Dante is the eighth collection by British fashion designer Alexander McQueen, released for the Autumn/Winter 1996 season of his eponymous fashion house. Its concept was mainly inspired by the 14th century Florentine poet, writer and philosopher Dante Alighieri and his famous work Divine Comedy. The show was set in the Christ Church in Spitalfields (East London) on 1 March 1996. Some of the garments featured prints of Don McCullin’s photographs taken during the Vietnam War (1955-1975) and crucifix masks inspired in the photographer and a continuous referent in McQueen’s work, Joel-Peter Witkin’s self-portraits; the looks for this show also included Philip Treacy headpieces. The show was dedicated to McQueen’s long-time friend and muse, Isabella Blow; it constituted a commentary on religion and war.

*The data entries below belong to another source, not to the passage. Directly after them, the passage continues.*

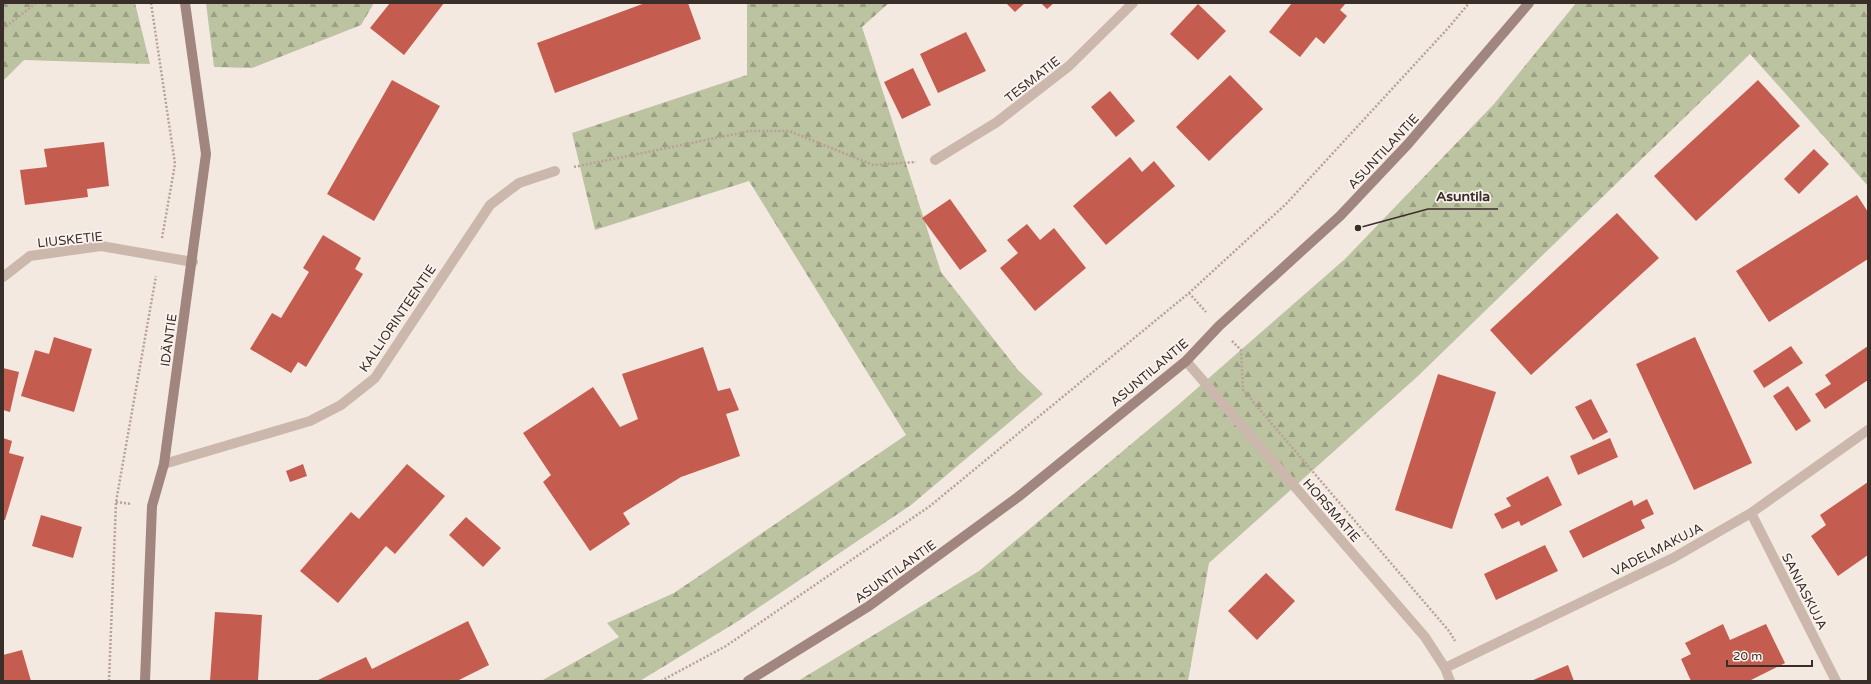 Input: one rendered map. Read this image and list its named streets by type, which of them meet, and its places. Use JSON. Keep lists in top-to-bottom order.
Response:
{
  "streets": {
    "street": [
      "TESMATIE",
      "ASUNTILANTIE",
      "LIUSKETIE",
      "KALLIORINTEENTIE",
      "IDÄNTIE",
      "HORSMATIE",
      "VADELMAKUJA",
      "SANIASKUJA"
    ]
  },
  "crossings": [
    ["ASUNTILANTIE", "HORSMATIE"],
    ["LIUSKETIE", "IDÄNTIE"],
    ["KALLIORINTEENTIE", "IDÄNTIE"],
    ["HORSMATIE", "VADELMAKUJA"],
    ["VADELMAKUJA", "SANIASKUJA"]
  ],
  "places": ["Asuntila"],
  "scale_bar": "20 m"
}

This show was an important milestone in the British designer’s career, as it marked the beginning of a long list of "art-directed" shows by him. It attracted an international audience to McQueen's work, as it called the attention of the multinational corporation LVMH, resulting on McQueen's appointment as the creative director of the French haute couture house, Givenchy, later that year. Some pieces of the collection would be part of the exhibition dedicated to the British designer, Alexander McQueen: Savage Beauty, presented at the Metropolitan Museum of Art in New York in 2011 and the Victoria and Albert Museum in London in 2015.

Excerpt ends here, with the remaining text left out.